# Task item
Every line containing the string "them" should be returned from the records.

# Given records
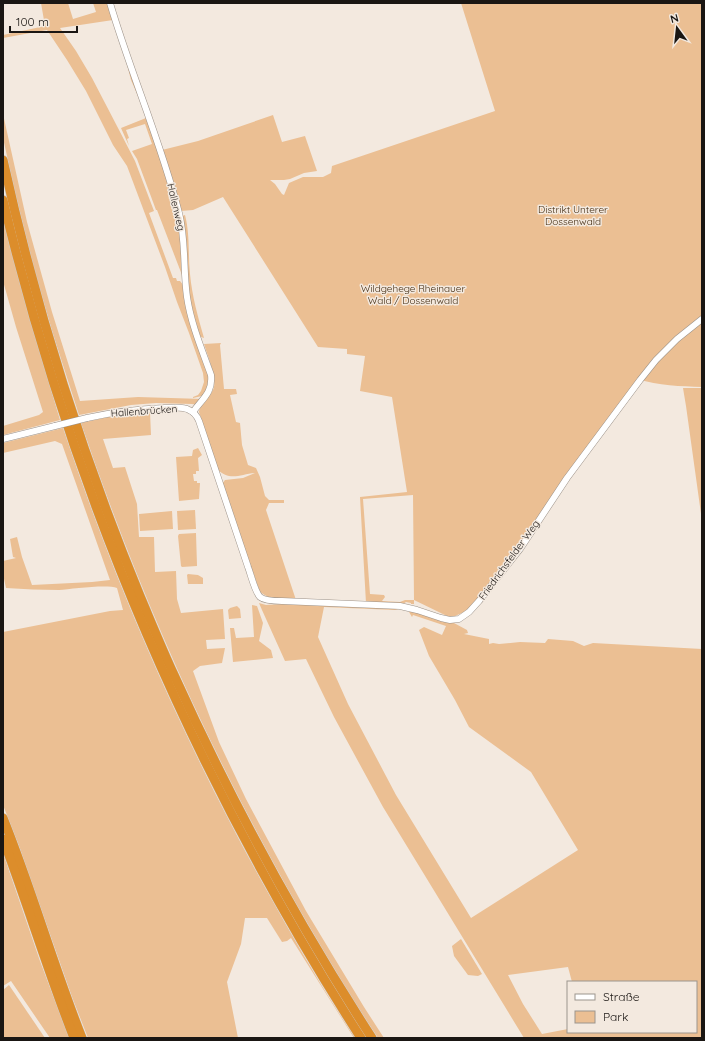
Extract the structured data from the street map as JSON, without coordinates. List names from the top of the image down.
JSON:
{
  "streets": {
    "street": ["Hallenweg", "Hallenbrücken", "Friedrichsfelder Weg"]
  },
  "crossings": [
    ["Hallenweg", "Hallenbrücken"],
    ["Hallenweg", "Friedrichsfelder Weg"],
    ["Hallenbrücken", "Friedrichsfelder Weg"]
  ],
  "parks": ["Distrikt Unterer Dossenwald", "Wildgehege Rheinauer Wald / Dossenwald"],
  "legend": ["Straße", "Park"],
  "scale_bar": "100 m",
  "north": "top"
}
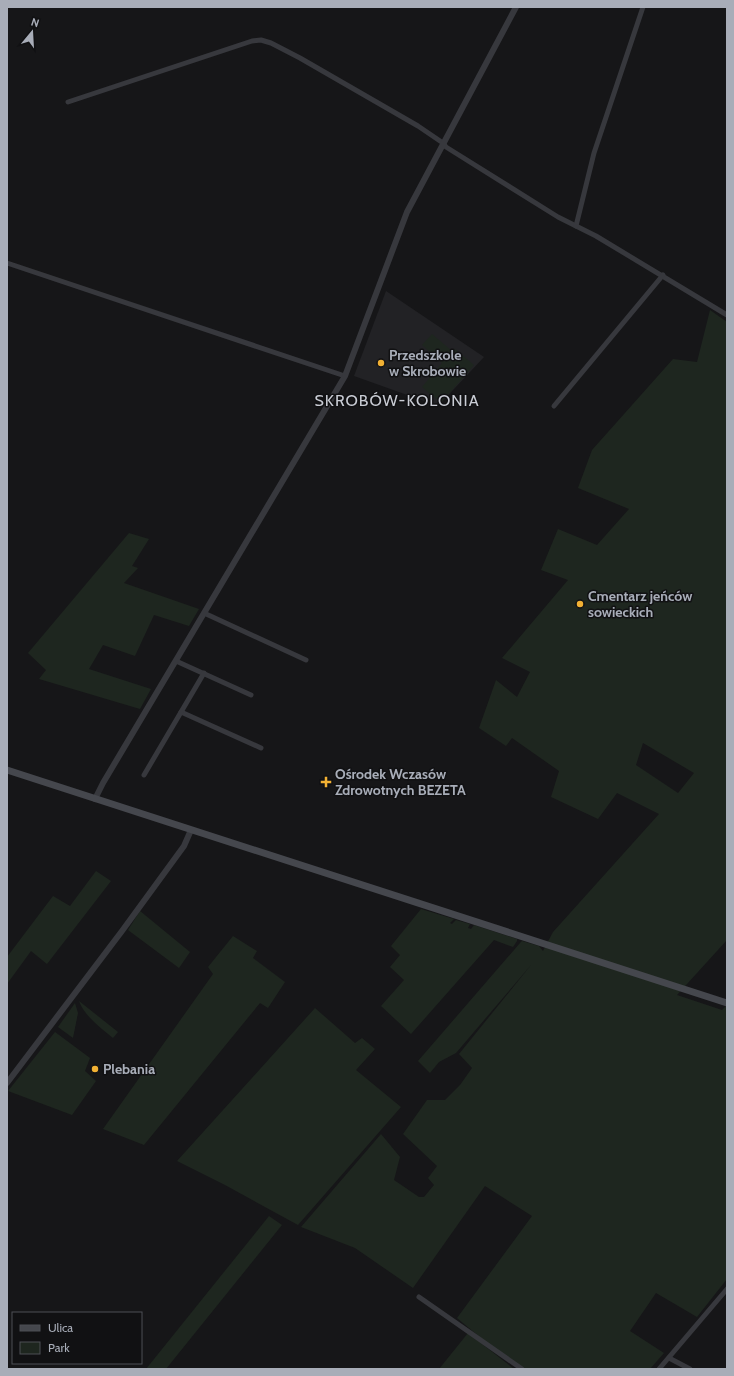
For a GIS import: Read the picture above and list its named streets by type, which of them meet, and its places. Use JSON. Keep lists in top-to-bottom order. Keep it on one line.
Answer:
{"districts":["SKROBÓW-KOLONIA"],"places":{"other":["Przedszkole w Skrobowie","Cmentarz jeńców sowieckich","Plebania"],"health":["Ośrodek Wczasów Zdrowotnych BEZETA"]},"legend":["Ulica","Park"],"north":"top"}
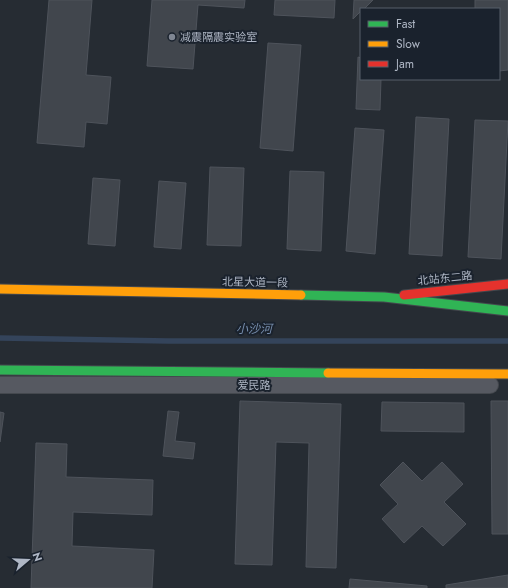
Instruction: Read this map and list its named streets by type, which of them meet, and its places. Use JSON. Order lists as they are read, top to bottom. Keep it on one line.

# Solution
For a GIS import: Read the picture above and list its named streets by type, which of them meet, and its places. Use JSON. Keep lists in top-to-bottom order. Keep it on one line.
Instruction: Read this map and list its named streets by type, which of them meet, and its places. Use JSON. Order lists as they are read, top to bottom. Keep it on one line.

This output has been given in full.